Webb v. Hendren
Webb v. Hendren
Opinion
IN THE UNITED STATES COURT OF APPEALS
FOR THE FIFTH CIRCUIT
_____________________
No. 02-50479 Summary Calendar _____________________
In The Matter Of: WILLIAM C. WEBB, JR; ELMA MAE WEBB,
Debtors ______________________________________________________
WILLIAM C. WEBB, JR.; ELMA MAE WEBB,
Appellants
versus
G. RAY HENDREN,
Appellee.
_________________________________________________________________
Appeal from the United States District Court for the Western District of Texas USDC No. W-01-CV-230 _________________________________________________________________ October 7, 2002
Before JOLLY, JONES and PARKER, Circuit Judges.
PER CURIAM:*
Appellants William C. Webb, Jr. and Elma Mae Webb (the Webbs)

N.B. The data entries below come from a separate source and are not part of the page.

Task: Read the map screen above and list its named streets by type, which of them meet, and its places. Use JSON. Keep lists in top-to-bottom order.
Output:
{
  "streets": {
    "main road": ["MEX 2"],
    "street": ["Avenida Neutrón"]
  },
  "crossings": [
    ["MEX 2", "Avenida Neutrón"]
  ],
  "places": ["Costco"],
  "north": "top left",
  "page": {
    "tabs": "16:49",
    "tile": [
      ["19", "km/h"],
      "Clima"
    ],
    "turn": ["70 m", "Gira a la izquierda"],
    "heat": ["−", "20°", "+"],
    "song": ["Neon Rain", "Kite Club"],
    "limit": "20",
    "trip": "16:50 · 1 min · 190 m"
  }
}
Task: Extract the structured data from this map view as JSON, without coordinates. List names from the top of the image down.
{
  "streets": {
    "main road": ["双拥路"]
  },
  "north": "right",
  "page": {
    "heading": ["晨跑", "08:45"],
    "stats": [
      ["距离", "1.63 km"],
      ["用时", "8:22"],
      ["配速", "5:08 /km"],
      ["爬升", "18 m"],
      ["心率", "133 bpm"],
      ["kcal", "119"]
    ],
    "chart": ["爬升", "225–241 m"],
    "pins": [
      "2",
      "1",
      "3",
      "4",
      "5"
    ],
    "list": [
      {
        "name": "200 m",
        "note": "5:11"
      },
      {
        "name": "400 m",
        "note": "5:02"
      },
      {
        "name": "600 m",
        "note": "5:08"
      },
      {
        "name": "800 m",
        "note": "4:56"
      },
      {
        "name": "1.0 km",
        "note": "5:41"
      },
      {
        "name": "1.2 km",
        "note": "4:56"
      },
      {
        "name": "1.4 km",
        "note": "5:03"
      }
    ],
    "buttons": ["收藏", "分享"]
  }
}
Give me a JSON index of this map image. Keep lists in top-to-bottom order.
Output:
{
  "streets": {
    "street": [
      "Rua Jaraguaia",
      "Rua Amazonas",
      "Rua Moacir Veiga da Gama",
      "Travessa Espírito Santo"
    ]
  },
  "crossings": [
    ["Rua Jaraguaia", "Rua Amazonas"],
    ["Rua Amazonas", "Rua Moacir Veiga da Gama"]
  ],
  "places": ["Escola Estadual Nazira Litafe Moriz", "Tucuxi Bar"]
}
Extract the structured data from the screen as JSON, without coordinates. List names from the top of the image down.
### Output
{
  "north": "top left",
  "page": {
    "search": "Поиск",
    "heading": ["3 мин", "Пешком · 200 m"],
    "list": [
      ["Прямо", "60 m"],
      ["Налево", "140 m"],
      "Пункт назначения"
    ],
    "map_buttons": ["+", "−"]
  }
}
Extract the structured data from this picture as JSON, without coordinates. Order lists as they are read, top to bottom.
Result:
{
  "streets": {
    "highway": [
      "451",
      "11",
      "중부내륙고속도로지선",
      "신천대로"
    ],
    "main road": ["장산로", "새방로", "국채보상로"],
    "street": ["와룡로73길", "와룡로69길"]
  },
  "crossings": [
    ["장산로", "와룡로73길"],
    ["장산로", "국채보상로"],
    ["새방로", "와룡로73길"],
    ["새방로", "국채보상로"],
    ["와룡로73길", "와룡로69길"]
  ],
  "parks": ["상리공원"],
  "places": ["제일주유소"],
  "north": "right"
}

appeal the final judgment of the district court in their appeal of
a bankruptcy court decision. The bankruptcy court entered its
judgment on June 22, 2001. The Webbs timely appealed that judgment
* Pursuant to 5TH CIR. R. 47.5, the Court has determined that this opinion should not be published and is not precedent except under the limited circumstances set forth in 5TH CIR. R. 47.5.4. to the district court on July 2, 2001. The district court entered
its final judgment affirming the bankruptcy court on January 18,
2002. The Webbs filed a motion for rehearing in the district court
on January 30, 2002, more than ten days after the entry of the
final judgment. The district court denied the motion on March 15,
2002. The Webbs filed a notice of appeal to this court on April 12,
2002. However, because the Webbs’ motion for rehearing in the
district court was not timely filed, it did not stay the running of
the thirty day period for filing a notice of appeal from the final
judgment. Therefore, their notice of appeal to this court was not
timely filed. Accordingly, we dismiss this appeal for lack of
jurisdiction.
DISCUSSION
Bankruptcy Rule 8015 provides:
A motion for rehearing may be filed within 10 days after entry of the judgment of the district court or the bankruptcy appellate panel. If a timely motion for rehearing is filed, the time for appeal to the court of appeals for all parties shall run from the entry of the order denying rehearing or the entry of a subsequent judgment.
Fed. R. Bankr. P. 8015 (emphasis added). Bankruptcy Rule 9006(a)
governs the method for computing the ten-day period for filing a
motion for rehearing under Bankruptcy Rule 8015. Eichelberger v.
Eaton,
943 F.2d 536(5th Cir. 1991). That rule provides:
The last day of the period so computed shall be included unless it is a Saturday, a Sunday, or a legal holiday, or, when the act to be done is the filing of a paper in court, a day on which weather or other conditions have made the clerk’s office inaccessible, in which event the period runs until the end of the next day which is not one of the aforementioned days.
Fed. R. Bankr. P. 9006(a).
As we have noted, the district court entered its final
judgment on Friday, January 18, 2002. Under Rules 8015 and
9006(a), the Webbs had until Monday, January 28, 2002 to file a
motion for rehearing. The Webbs filed their motion for rehearing
in the district court on Wednesday, January 30, 2002, twelve days
after the entry of judgment and two days late.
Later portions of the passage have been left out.